• DATA PROVIDED:
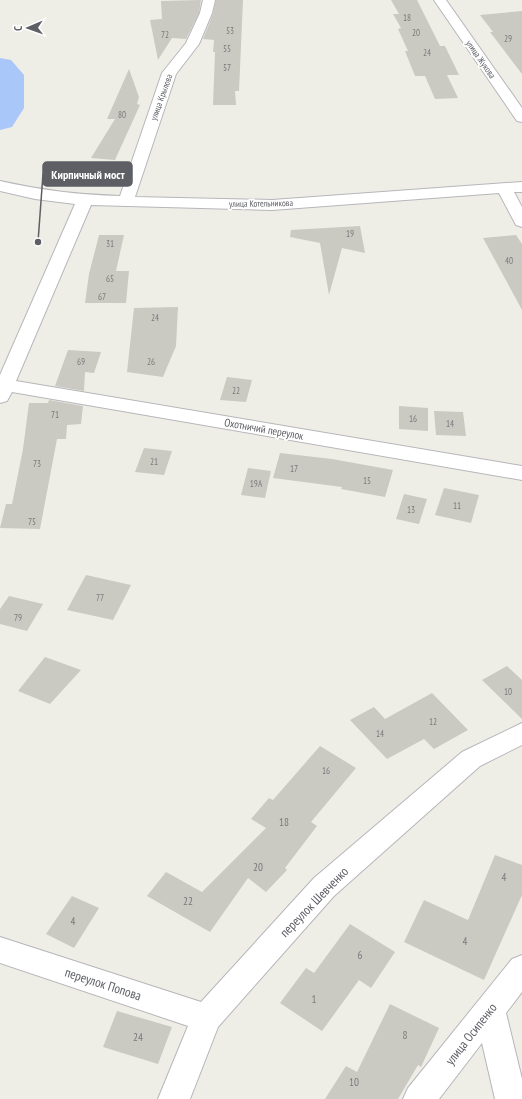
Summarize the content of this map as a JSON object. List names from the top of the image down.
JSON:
{
  "streets": {
    "street": [
      "улица Жукова",
      "улица Крылова",
      "улица Котельникова",
      "Охотничий переулок",
      "переулок Шевченко",
      "переулок Попова",
      "улица Осипенко"
    ]
  },
  "crossings": [
    ["улица Крылова", "улица Котельникова"],
    ["переулок Шевченко", "переулок Попова"]
  ],
  "places": ["Кирпичный мост"],
  "house_numbers": [
    "18",
    "53",
    "20",
    "72",
    "29",
    "55",
    "24",
    "57",
    "80",
    "19",
    "31",
    "40",
    "65",
    "67",
    "24",
    "69",
    "26",
    "22",
    "71",
    "16",
    "14",
    "21",
    "73",
    "17",
    "15",
    "19А",
    "11",
    "13",
    "75",
    "77",
    "79",
    "10",
    "12",
    "14",
    "16",
    "18",
    "20",
    "4",
    "22",
    "4",
    "4",
    "6",
    "1",
    "8",
    "24",
    "10"
  ],
  "north": "left"
}
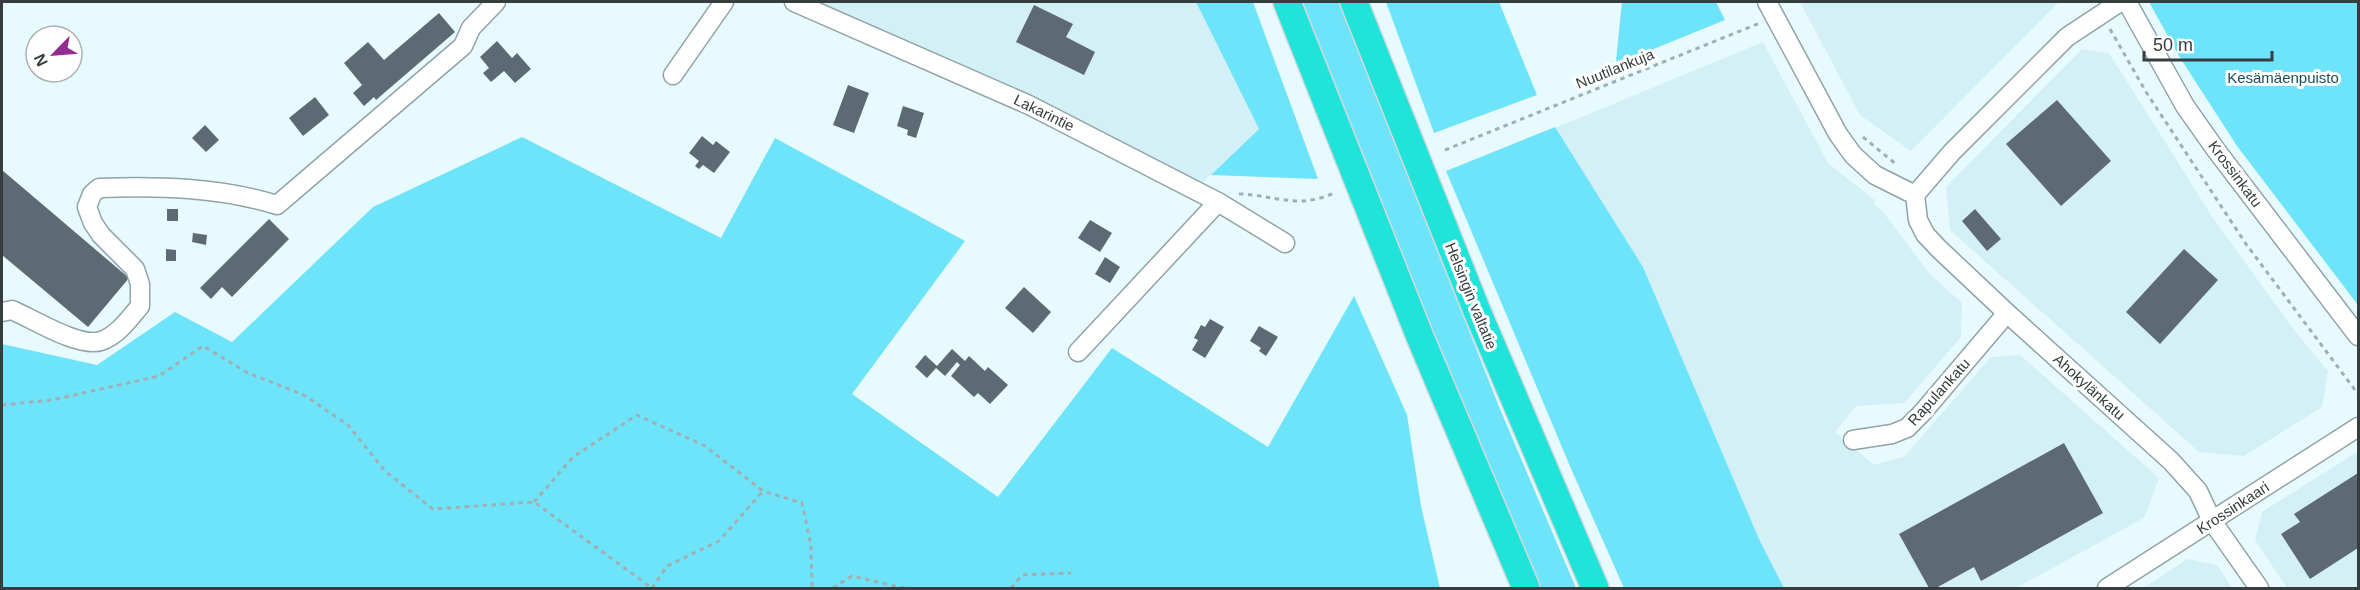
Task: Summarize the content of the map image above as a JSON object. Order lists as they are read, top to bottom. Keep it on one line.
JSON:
{"streets":{"highway":["Helsingin valtatie"],"street":["Lakarintie","Krossinkatu","Ahokylänkatu","Rapulankatu","Krossinkaari"],"path":["Nuutilankuja"]},"crossings":[["Ahokylänkatu","Rapulankatu"],["Ahokylänkatu","Krossinkaari"]],"parks":["Kesämäenpuisto"],"scale_bar":"50 m","north":"bottom left"}
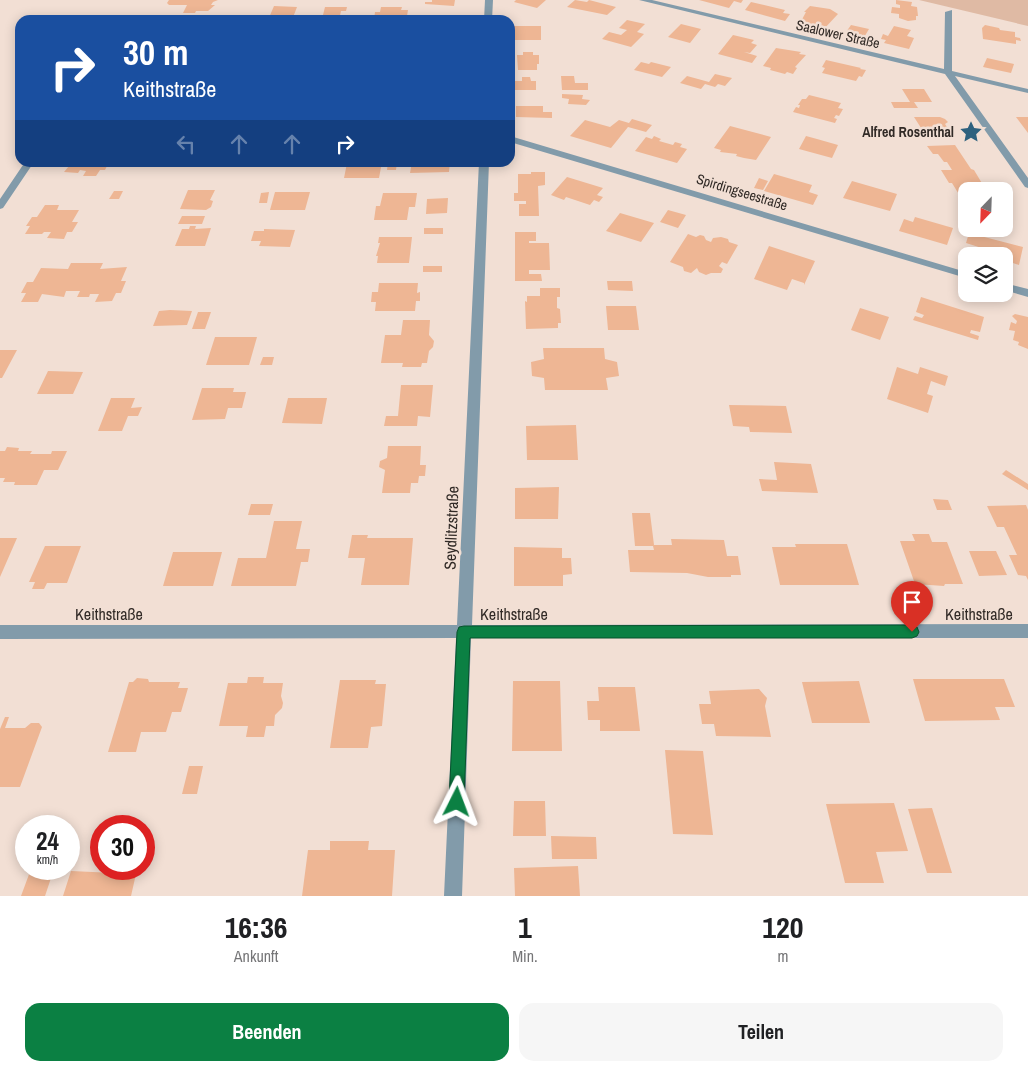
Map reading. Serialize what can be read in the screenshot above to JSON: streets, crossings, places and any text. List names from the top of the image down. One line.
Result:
{"streets":{"street":["Saalower Straße","Spirdingseestraße","Seydlitzstraße","Keithstraße"]},"crossings":[["Seydlitzstraße","Keithstraße"]],"places":{"place":["Alfred Rosenthal"]},"north":"bottom left","page":{"turn":["30 m","Keithstraße"],"speed":"24 km/h","limit":"30","eta":["16:36","Ankunft","1","Min.","120","m"],"buttons":["Beenden","Teilen"]}}
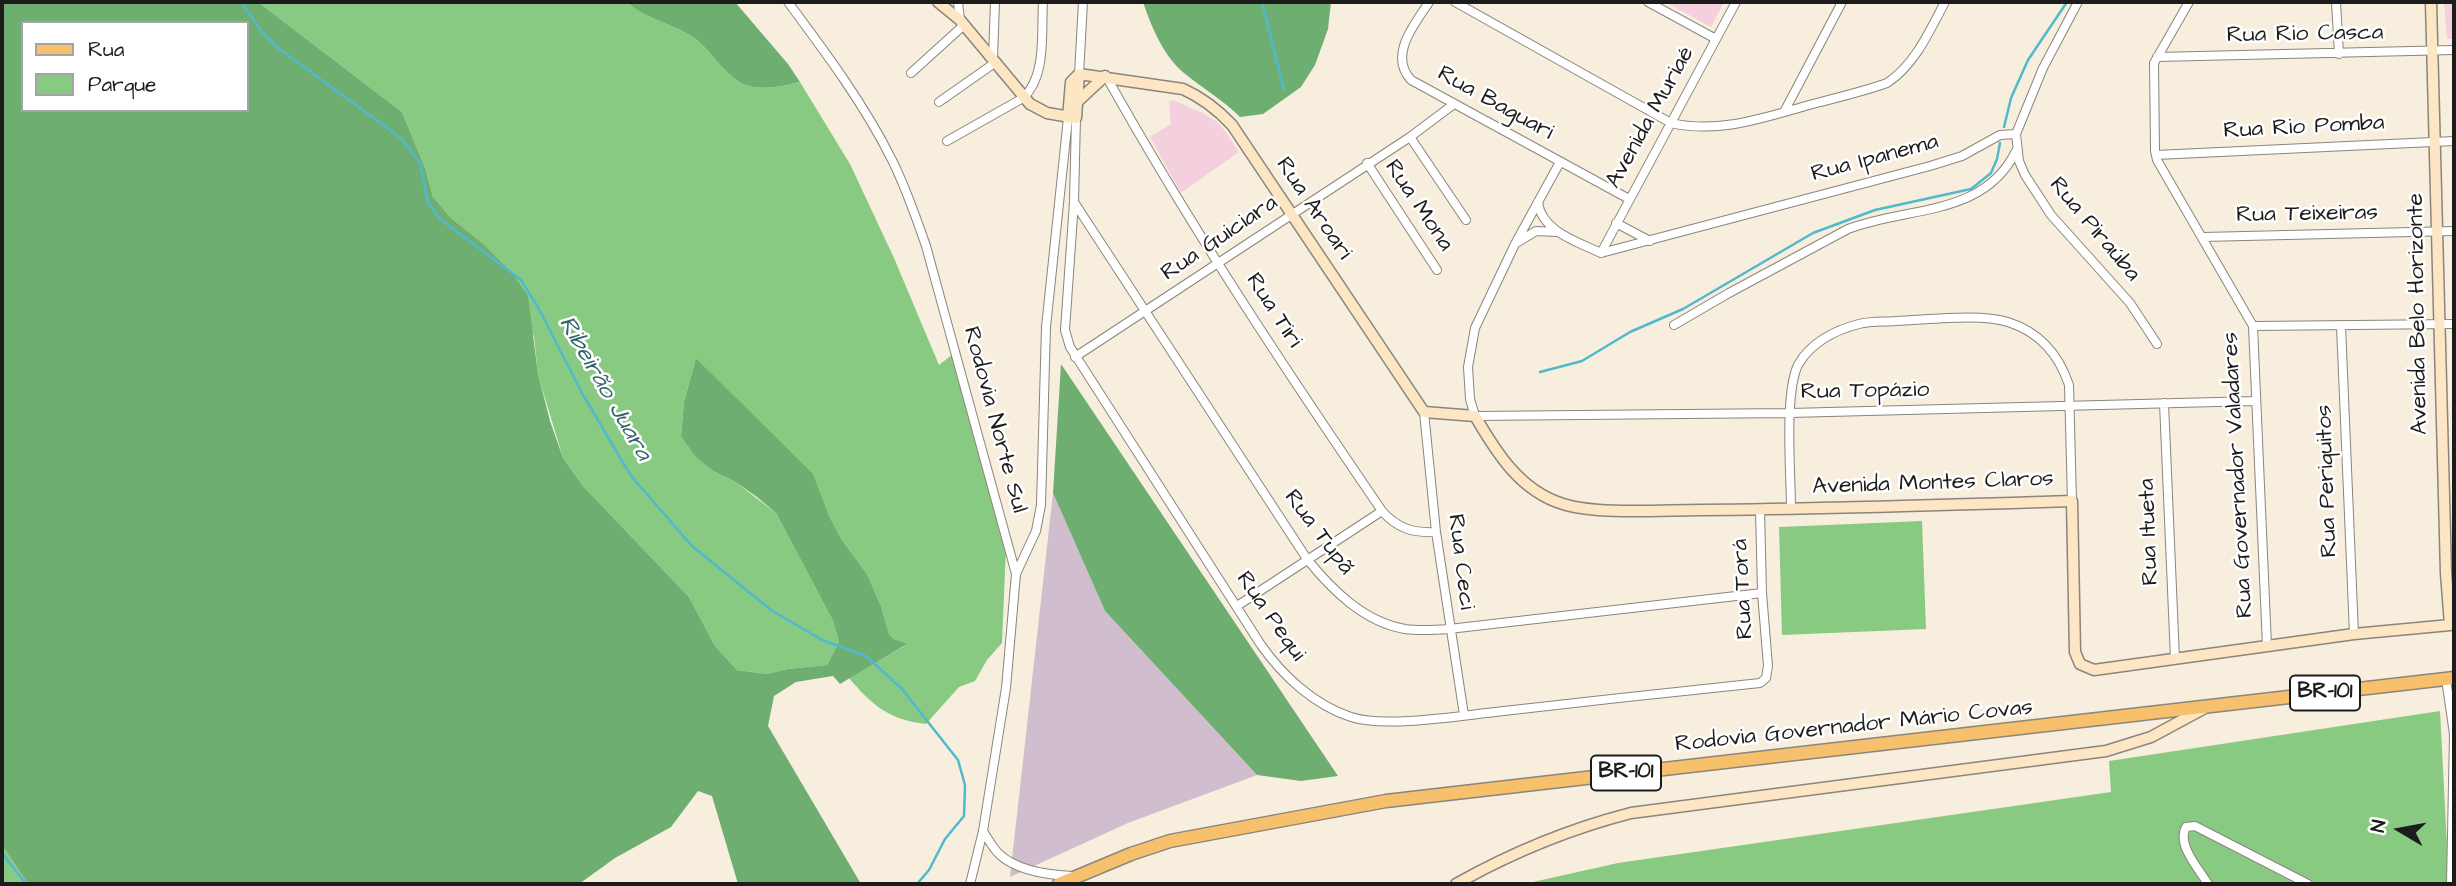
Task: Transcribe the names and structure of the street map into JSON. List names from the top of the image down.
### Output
{
  "streets": {
    "main road": ["BR-101", "Rodovia Governador Mário Covas"],
    "street": [
      "Rua Rio Casca",
      "Rua Baguari",
      "Avenida Muriaé",
      "Rua Rio Pomba",
      "Rua Ipanema",
      "Rua Mona",
      "Rua Aroari",
      "Rua Teixeiras",
      "Rua Piraúba",
      "Rua Guiciara",
      "Rua Tiri",
      "Avenida Belo Horizonte",
      "Rua Topázio",
      "Rodovia Norte Sul",
      "Rua Governador Valadares",
      "Rua Periquitos",
      "Avenida Montes Claros",
      "Rua Itueta",
      "Rua Tupã",
      "Rua Ceci",
      "Rua Torá",
      "Rua Pequi"
    ]
  },
  "crossings": [
    ["Rua Rio Casca", "Avenida Belo Horizonte"],
    ["Rua Rio Casca", "Rua Governador Valadares"],
    ["Rua Baguari", "Avenida Muriaé"],
    ["Rua Baguari", "Rua Guiciara"],
    ["Rua Baguari", "Avenida Montes Claros"],
    ["Avenida Muriaé", "Rua Ipanema"],
    ["Rua Rio Pomba", "Avenida Belo Horizonte"],
    ["Rua Rio Pomba", "Rua Governador Valadares"],
    ["Rua Ipanema", "Rua Piraúba"],
    ["Rua Mona", "Rua Guiciara"],
    ["Rua Aroari", "Rua Guiciara"],
    ["Rua Aroari", "Rua Tiri"],
    ["Rua Aroari", "Rua Ceci"],
    ["Rua Teixeiras", "Avenida Belo Horizonte"],
    ["Rua Teixeiras", "Rua Governador Valadares"],
    ["Rua Guiciara", "Rua Tiri"],
    ["Rua Guiciara", "Rua Tupã"],
    ["Rua Guiciara", "Rua Pequi"],
    ["Rua Tiri", "Rua Ceci"],
    ["Avenida Belo Horizonte", "Avenida Montes Claros"],
    ["Rua Topázio", "Rua Governador Valadares"],
    ["Rua Topázio", "Avenida Montes Claros"],
    ["Rua Topázio", "Rua Itueta"],
    ["Rua Governador Valadares", "Avenida Montes Claros"],
    ["Rua Periquitos", "Avenida Montes Claros"],
    ["Avenida Montes Claros", "Rua Itueta"],
    ["Avenida Montes Claros", "Rua Torá"],
    ["Rua Tupã", "Rua Ceci"],
    ["Rua Tupã", "Rua Torá"],
    ["Rua Tupã", "Rua Pequi"],
    ["Rua Ceci", "Rua Pequi"],
    ["Rua Torá", "Rua Pequi"]
  ],
  "water": ["Ribeirão Juara"],
  "legend": ["Rua", "Parque"],
  "north": "left"
}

• INSTRUCTIONS TO FOLLOW: Using the listing above, return all lines where the word "Piraúba" occurs.

• RESPONSE TO THE EXERCISE:
      "Rua Piraúba",
    ["Rua Ipanema", "Rua Piraúba"],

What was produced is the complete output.